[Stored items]
▼▼▼

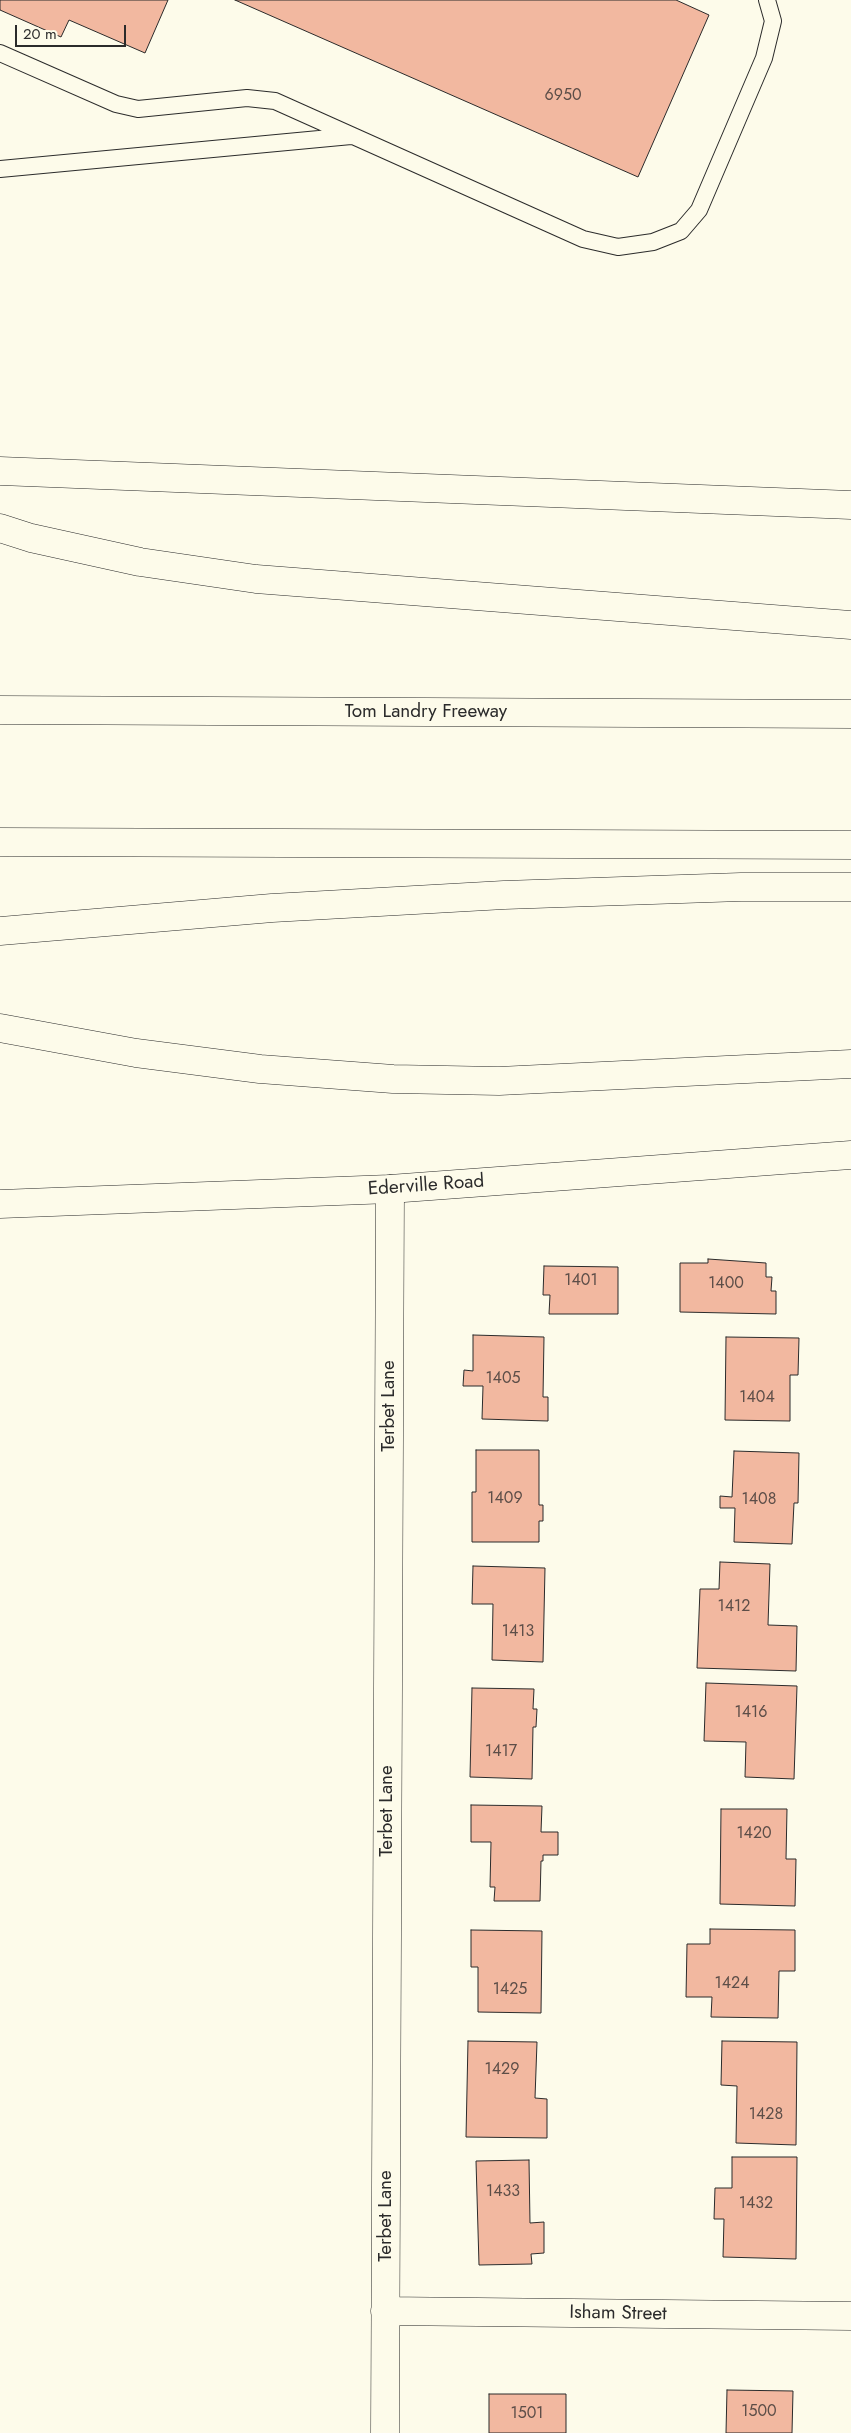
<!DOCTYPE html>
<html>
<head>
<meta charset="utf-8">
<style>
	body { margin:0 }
	#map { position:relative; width:851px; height:2433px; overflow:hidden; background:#fdfbea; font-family:Jost,sans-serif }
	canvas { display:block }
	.scale { position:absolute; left:15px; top:25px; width:111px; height:22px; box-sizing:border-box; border:2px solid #2b2b2b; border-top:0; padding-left:6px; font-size:15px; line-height:18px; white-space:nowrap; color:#2b2b2b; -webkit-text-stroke:4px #fdfbea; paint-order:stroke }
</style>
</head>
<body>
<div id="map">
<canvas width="851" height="2433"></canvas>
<div class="scale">20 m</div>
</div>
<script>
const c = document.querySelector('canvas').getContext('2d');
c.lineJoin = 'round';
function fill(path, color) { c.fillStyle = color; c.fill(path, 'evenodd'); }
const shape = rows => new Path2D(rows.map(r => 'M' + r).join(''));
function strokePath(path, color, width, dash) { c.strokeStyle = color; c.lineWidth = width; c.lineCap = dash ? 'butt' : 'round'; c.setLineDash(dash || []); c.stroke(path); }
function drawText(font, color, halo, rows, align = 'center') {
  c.font = font + ' Jost,sans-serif'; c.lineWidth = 4; c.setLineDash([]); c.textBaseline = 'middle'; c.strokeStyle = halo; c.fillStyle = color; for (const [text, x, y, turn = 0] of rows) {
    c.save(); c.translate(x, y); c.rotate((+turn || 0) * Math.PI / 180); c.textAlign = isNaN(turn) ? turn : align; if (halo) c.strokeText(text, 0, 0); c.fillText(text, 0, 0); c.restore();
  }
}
const building = shape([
	[0,0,168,0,145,53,69,20,61,37,0,10,0,0],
	[235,0,676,0,709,15,638,177,235,0],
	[708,1259,766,1263,766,1277,772,1277,771,1291,776,1291,776,1314,680,1312,680,1263,708,1263,708,1259],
	[544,1266,618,1267,618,1314,549,1314,550,1295,543,1295,544,1266],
	[473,1335,544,1337,543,1397,548,1397,548,1421,482,1419,483,1386,463,1386,464,1370,473,1371,473,1335],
	[726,1337,799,1338,798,1375,790,1375,790,1421,725,1420,726,1337],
	[476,1450,539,1450,539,1505,543,1505,543,1521,539,1521,539,1542,472,1542,472,1492,476,1492,476,1450],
	[734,1451,799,1453,798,1503,794,1503,792,1544,734,1542,735,1508,720,1508,720,1496,732,1497,734,1451],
	[720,1562,770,1564,768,1625,797,1626,796,1671,697,1668,700,1589,719,1589,720,1562],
	[473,1566,545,1568,543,1662,492,1660,493,1604,472,1604,473,1566],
	[706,1683,797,1686,794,1779,745,1777,746,1742,704,1741,706,1683],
	[472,1688,534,1689,533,1709,537,1709,536,1727,533,1727,532,1779,470,1777,472,1688],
	[471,1805,542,1806,541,1832,558,1832,558,1855,543,1855,543,1861,541,1861,540,1901,494,1901,495,1887,490,1887,491,1842,471,1842,471,1805],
	[721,1809,787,1809,786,1859,796,1859,795,1906,720,1904,721,1809],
	[710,1929,795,1930,795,1971,779,1971,778,2018,711,2017,712,1997,686,1997,687,1944,710,1944,710,1929],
	[471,1930,542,1931,541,2013,478,2012,478,1967,471,1967,471,1930],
	[468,2041,537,2042,535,2098,547,2099,547,2138,466,2137,468,2041],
	[722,2041,797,2042,796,2145,736,2143,737,2086,721,2085,722,2041],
	[732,2157,797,2157,796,2259,723,2257,724,2219,714,2219,715,2188,732,2188,732,2157],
	[529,2160,530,2223,544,2222,544,2253,531,2254,532,2264,479,2265,476,2161,529,2160],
	[727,2390,793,2391,792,2433,726,2433,727,2390],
	[489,2394,566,2394,566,2433,489,2433,489,2394]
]);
fill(building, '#f2b8a0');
strokePath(building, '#2b2b2b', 1);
const service = shape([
	[0,53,116,104,138,109,247,98,275,101,583,239,618,247,653,242,681,231,699,210,764,58,773,21,767,0],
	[0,169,351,136]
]);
const minor = shape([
	[385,2311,851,2316],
	[385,2433,390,1189]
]);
const tertiary = shape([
	[0,1204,390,1189,851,1155]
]);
const motorway = shape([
	[0,471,851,505],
	[0,528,31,538,140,562,256,579,851,625],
	[0,710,851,714],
	[0,842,851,845],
	[0,931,272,908,504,895,741,887,851,887],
	[0,1028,136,1053,260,1069,393,1079,499,1081,851,1064]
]);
strokePath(service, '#2b2b2b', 18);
strokePath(minor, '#2b2b2b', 29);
strokePath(tertiary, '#2b2b2b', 29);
strokePath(motorway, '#2b2b2b', 29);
strokePath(service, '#fdfbea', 16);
strokePath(minor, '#fdfbea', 28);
strokePath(tertiary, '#fdfbea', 28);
strokePath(motorway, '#fdfbea', 28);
drawText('16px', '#5d4e48', null, [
	["6950",563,96],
	["1401",581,1281],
	["1400",726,1284],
	["1405",503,1379],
	["1404",757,1398],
	["1409",505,1499],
	["1408",759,1500],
	["1412",734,1607],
	["1413",518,1632],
	["1416",751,1713],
	["1417",501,1752],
	["1420",754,1834],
	["1424",732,1984],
	["1425",510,1990],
	["1429",502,2070],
	["1428",766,2115],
	["1433",503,2192],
	["1432",756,2204],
	["1500",759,2412],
	["1501",527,2414]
]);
drawText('19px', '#2b2b2b', '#fdfbea', [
	["Tom Landry Freeway",426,712],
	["Ederville Road",426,1186,-4],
	["Terbet Lane",389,1406,-90],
	["Terbet Lane",387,1811,-90],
	["Terbet Lane",386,2216,-90],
	["Isham Street",618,2314,1]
]);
</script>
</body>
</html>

▲▲▲

**Problem description**. From the records above, print exactly the lines that run from the line with "function strokePath(path, color, width, dash)" to the line with "function drawText(font, color, halo, rows, align", inclusive.

**Exercise response**.
function strokePath(path, color, width, dash) { c.strokeStyle = color; c.lineWidth = width; c.lineCap = dash ? 'butt' : 'round'; c.setLineDash(dash || []); c.stroke(path); }
function drawText(font, color, halo, rows, align = 'center') {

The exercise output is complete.